The morning sun glinted off the windshield, scalding her eyeballs. She squinted, trying to fight off a killer headache. Gripping the steering wheel, she refused to think about vampire boogiemen or sexy vampires with French accents. For now, she refused to think about anything vampire-related unless it figured into the Lifeblood slayings.
Of course, she’d tried that same tactic for two days without success. Seeing Gerard again last night had only added to her confusion.
If only she could talk to Reid. But he’d probably think she was crazy. Hell, it sounded crazy to her, and she’d seen the truth with her own eyes. Vampires were real.
“I’m not pissed,” she said without glancing at her partner.
Reid huffed impatiently. “You’re gritting your teeth. And you’ve hardly spoken since picking me up this morning. Yesterday, you walked around like a zombie. Today, you’re acting pissed.”
“I’m not pissed.” Confused. Scared. Vulnerable. She didn’t know what to do or how to act and she hated feeling unsure. So yeah, maybe she was pissed.
“You were sure acting pissed at the station,” Reid said. “You gave me the cold shoulder and didn’t say a word when I was filling Captain Stratford in on our progress with the investigation.”
“What progress? We’re fresh eyes on Daniels and Tanner’s case. And so far, we got squat.” It wasn’t as if she could tell her partner or their captain the truth.
Tina Gallagher had known vampires were real, and working with Dr. Megan Harper on a cure had gotten her killed.
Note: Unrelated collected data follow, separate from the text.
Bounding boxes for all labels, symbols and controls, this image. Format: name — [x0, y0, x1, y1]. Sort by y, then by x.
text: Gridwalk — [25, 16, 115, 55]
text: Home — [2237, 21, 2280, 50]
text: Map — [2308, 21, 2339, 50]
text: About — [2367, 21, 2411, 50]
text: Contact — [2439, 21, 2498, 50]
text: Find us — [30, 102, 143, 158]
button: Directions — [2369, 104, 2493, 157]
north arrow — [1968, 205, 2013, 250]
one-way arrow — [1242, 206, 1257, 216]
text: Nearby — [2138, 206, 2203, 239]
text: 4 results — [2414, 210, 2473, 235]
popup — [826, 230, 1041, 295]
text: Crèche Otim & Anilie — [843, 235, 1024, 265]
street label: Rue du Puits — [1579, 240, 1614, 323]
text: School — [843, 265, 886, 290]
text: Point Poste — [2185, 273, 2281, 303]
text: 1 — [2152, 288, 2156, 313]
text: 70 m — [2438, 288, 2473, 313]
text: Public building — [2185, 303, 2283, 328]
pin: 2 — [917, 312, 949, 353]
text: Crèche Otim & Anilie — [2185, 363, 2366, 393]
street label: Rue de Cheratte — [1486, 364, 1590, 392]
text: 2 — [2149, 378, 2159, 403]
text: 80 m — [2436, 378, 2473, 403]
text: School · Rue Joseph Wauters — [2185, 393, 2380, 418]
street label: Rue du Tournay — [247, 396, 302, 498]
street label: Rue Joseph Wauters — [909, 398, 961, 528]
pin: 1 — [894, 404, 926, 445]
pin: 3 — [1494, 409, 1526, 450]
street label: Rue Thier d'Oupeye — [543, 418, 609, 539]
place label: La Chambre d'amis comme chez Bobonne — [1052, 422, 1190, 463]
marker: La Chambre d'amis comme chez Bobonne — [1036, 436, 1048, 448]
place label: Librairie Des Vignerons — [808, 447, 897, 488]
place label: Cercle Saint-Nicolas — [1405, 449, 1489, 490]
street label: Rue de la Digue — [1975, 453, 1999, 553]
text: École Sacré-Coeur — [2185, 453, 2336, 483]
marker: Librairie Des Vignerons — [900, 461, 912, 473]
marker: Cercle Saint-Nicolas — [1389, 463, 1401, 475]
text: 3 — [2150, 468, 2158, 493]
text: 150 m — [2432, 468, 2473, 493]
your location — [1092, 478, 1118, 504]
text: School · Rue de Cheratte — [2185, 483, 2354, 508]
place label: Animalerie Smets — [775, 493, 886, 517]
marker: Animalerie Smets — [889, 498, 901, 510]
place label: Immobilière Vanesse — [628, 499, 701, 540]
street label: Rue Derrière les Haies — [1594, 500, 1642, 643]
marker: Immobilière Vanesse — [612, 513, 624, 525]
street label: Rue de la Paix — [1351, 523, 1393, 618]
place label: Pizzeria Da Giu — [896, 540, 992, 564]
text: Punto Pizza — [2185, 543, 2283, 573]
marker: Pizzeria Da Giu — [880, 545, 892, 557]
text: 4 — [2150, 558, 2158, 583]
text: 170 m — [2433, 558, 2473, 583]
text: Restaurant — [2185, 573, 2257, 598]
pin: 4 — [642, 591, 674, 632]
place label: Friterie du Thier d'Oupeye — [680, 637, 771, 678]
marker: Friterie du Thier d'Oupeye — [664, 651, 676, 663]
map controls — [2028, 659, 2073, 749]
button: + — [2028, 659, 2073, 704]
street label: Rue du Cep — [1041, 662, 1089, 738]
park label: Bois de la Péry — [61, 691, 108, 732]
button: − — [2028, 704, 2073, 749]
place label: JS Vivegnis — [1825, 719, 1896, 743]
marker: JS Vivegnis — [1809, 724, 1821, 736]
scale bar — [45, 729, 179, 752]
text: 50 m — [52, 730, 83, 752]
Richard Baxter had been in the wrong place at the wrong time and wound up on a murderous vampire’s dinner menu.
Megan Harper was still alive because she hadn’t been at work that night. But that didn’t mean she was safe. If she was Weldon’s intended target, he might go after her again.
But what about Axle Travers? Was he a victim? Or an accomplice?
I need to talk to Gerard again.
As much as Amber wanted to avoid him—and not for the sane, obvious reason of him being a vampire—she needed to learn more about real vampires and their supernatural abilities. Searching the internet for information hadn’t helped—too many flakes out there claiming to be “living” vampires.
She should have asked more questions last night, but after Gerard took her in his arms and she’d melted against him like warm butter on a hot French roll, he’d started to feel more like a lover than a witness or a suspect. And that scared the crap out of her. So, she’d freaked. And sent his ass packing.
And he obliged. Without question. In the blink of a frickin’ eye.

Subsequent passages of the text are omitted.